> **TASK TO COMPLETE**:
Please copy out all lines of the entries that contain the word "linejoin".

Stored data
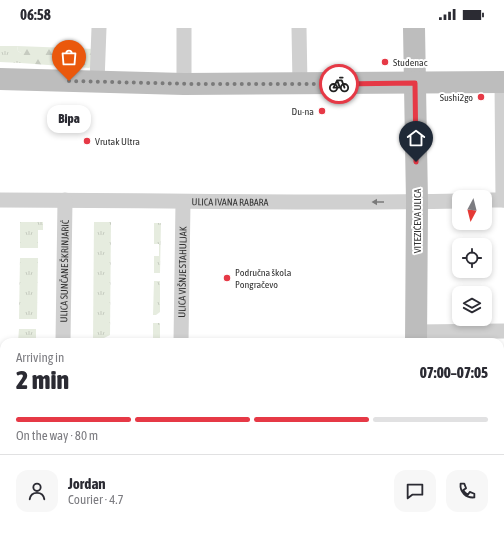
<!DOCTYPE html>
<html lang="en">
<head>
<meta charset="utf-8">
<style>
	:root { --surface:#fff; --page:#f7f7f7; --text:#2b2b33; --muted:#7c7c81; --line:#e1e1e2; --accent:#e63946 }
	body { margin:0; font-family:"Asap Condensed",sans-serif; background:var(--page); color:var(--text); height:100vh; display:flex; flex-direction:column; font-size:15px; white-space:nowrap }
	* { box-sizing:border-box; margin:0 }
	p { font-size:13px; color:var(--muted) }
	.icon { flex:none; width:22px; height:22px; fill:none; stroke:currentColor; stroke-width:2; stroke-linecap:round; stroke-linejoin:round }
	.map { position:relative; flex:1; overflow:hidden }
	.drawer { position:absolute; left:0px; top:310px; width:504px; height:196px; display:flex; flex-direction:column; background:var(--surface); border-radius:12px 12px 0 0; box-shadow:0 2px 6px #0003 }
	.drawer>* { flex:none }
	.needle { width:26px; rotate:187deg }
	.buttons { position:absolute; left:452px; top:162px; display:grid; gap:8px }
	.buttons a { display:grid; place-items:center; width:40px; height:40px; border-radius:8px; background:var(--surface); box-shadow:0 2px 6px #0003; font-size:20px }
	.pin { position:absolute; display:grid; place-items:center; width:34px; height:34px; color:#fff; margin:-41px -17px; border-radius:50% 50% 50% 0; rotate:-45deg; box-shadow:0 0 4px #0007 }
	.pin .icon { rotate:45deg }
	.courier { position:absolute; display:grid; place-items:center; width:40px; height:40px; margin:-20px; border:3px solid #e63946; border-radius:50%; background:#fff; color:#222; box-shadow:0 1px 5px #0007 }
	.bubble { position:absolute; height:28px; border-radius:12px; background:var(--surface); box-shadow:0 2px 6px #0003; font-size:13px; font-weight:800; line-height:28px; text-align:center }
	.overview em { font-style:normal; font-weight:800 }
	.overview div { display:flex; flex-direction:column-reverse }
	.overview { display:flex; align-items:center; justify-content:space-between; height:68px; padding:0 16px }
	h1 { font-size:26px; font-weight:800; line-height:30px }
	.bar { display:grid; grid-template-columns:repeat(4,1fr); gap:6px 4px; align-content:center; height:48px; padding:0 16px }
	.bar i { height:5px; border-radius:3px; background:var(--line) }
	.bar .selected { background:var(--accent) }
	.bar p { grid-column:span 4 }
	.line { display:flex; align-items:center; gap:10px; padding:0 16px; border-top:1px solid var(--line) }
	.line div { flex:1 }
	.round { display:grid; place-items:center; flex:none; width:42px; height:42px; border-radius:12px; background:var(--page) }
	.status { display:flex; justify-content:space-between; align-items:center; height:28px; padding:0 20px; background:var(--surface); direction:ltr }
	.status svg { height:11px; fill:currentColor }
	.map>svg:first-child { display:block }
	.grass { fill:url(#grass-tufts) }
	.forest { fill:url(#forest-firs) }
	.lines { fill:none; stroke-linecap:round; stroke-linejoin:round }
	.street { stroke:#d0d0d0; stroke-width:15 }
	.secondary { stroke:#bdbdbd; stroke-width:22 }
	.oneway { fill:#7a7a7a }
	.done { stroke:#7a7a7a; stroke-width:4; stroke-dasharray:0 7.2 }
	.route { stroke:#e63946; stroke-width:5 }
	.poi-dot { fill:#e63946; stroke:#fff; stroke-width:1.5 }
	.labels { text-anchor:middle; stroke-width:4; stroke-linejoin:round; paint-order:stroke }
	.poi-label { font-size:10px; fill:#333; stroke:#fff; text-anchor:start }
	.street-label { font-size:10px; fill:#333; stroke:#fff }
</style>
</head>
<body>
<div class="status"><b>06:58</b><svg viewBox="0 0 49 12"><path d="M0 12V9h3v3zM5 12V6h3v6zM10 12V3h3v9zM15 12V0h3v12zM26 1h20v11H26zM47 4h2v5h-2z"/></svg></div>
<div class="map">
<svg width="504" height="506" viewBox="0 0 504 506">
	<defs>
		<pattern id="grass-tufts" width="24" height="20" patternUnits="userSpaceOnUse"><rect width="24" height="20" fill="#e6ecdf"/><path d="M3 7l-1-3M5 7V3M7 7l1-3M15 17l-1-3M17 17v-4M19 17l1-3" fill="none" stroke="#c6cbc0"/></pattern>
		<pattern id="forest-firs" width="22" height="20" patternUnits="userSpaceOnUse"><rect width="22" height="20" fill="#e6ecdf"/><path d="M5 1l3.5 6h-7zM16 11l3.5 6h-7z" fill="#c6cbc0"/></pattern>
	</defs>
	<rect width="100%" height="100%" fill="#fff"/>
	<g class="grass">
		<polygon points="0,18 17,18 18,23 21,25 21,35 0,34"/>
		<polygon points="20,194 43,194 43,202 38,202 38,220 20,220"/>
		<polygon points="94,194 111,194 110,307 100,312 93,312"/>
		<polygon points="154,195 161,195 160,245 154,245 154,228 159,228 159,216 154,216"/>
		<polygon points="20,230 38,230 37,291 19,291"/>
		<polygon points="154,253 160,253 160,284 156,287 153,287"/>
		<rect x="153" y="295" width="7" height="19"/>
		<polygon points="19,301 36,301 36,314 18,314"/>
		<rect x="301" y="502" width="18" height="4"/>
	</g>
	<polygon class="forest" points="17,18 95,21 92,38 89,40 21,35 21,25 18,23"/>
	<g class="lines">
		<g class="street">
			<polyline points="184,0 184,56"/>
			<polyline points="299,0 300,56"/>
			<polyline points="97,54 99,0"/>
			<polyline points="502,54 503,172"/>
			<path id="s1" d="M0 172C153 172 306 176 459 173"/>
			<polyline points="485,172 504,172"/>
			<polyline points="416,304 504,303"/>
			<path id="s2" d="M63 314 65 172"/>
			<path id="s3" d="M181 314 183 174"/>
			<polyline points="0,429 4,429"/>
			<polyline points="500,434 504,434"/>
			<polyline points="61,506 61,502"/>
			<polyline points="179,506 179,502"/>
			<polyline points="277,506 277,502"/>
		</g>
		<g class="secondary">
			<polyline points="414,0 417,173 416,314"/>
			<polyline points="0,51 184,56 504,54"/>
			<polyline points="416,506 416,502"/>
		</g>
	</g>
	<defs><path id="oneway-solid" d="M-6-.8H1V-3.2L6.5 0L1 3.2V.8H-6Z"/></defs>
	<use class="oneway" href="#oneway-solid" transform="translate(378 174) rotate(180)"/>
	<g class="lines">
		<polyline class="done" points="69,53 193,56 339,56"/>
		<polyline class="route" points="339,56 415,55 416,134"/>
	</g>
	<g class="poi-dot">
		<circle cx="385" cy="34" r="4"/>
		<circle cx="481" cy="69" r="4"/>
		<circle cx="322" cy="83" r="4"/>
		<circle cx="87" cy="113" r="4"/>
		<circle cx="227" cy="250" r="4"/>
	</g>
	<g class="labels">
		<g class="poi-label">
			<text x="393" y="38">Studenac</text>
			<text x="473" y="73" text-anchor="end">Sushi2go</text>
			<text x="314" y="87" text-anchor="end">Du-na</text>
			<text x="95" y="117">Vrutak Ultra</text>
			<text x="235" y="248">Područna škola<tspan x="235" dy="12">Pongračevo</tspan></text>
		</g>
		<g class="street-label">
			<text dy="4" stroke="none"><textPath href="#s1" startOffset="230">ULICA IVANA RABARA</textPath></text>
			<text transform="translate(417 193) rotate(-90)" y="4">VITEZIĆEVA ULICA</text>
			<text dy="4" stroke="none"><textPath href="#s2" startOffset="71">ULICA SUNČANE ŠKRINJARIĆ</textPath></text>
			<text dy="4" stroke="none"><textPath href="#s3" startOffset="70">ULICA VIŠNJE STAHULJAK</textPath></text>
		</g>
	</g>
</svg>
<div class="buttons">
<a><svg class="needle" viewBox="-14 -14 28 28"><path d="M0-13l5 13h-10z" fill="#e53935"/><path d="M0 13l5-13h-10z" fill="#7c7c81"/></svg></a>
<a><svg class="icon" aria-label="locate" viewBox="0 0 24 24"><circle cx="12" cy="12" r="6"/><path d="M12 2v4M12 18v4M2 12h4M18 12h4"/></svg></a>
<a><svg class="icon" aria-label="layers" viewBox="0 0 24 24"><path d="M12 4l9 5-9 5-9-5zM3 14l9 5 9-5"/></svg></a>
</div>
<div class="pin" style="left:69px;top:53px;background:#ea580c"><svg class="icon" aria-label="bag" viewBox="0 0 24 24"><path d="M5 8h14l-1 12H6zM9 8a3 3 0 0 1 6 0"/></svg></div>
<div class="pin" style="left:416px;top:134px;background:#1f2937"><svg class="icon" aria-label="home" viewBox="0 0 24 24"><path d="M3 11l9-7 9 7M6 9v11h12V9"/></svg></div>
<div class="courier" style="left:339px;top:56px"><svg class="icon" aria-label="bike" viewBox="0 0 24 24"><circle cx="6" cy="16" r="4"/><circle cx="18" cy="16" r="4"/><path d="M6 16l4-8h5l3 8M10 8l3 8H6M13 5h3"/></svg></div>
<div class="bubble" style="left:47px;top:77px;width:44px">Bipa</div>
<section class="drawer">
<div class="overview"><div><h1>2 min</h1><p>Arriving in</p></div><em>07:00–07:05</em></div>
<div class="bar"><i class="selected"></i><i class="selected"></i><i class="selected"></i><i></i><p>On the way · 80 m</p></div>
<div class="line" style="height:72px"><a class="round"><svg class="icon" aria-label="person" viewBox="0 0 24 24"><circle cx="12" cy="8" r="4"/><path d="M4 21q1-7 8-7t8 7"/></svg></a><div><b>Jordan</b><p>Courier · 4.7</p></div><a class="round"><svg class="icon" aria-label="chat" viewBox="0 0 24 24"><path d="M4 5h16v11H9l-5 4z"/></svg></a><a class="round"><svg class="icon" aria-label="phone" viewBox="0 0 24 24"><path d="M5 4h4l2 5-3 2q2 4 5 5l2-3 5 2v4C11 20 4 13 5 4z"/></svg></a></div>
</section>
</div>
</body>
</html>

> **THE COMPLETED TASK**:
	.icon { flex:none; width:22px; height:22px; fill:none; stroke:currentColor; stroke-width:2; stroke-linecap:round; stroke-linejoin:round }
	.lines { fill:none; stroke-linecap:round; stroke-linejoin:round }
	.labels { text-anchor:middle; stroke-width:4; stroke-linejoin:round; paint-order:stroke }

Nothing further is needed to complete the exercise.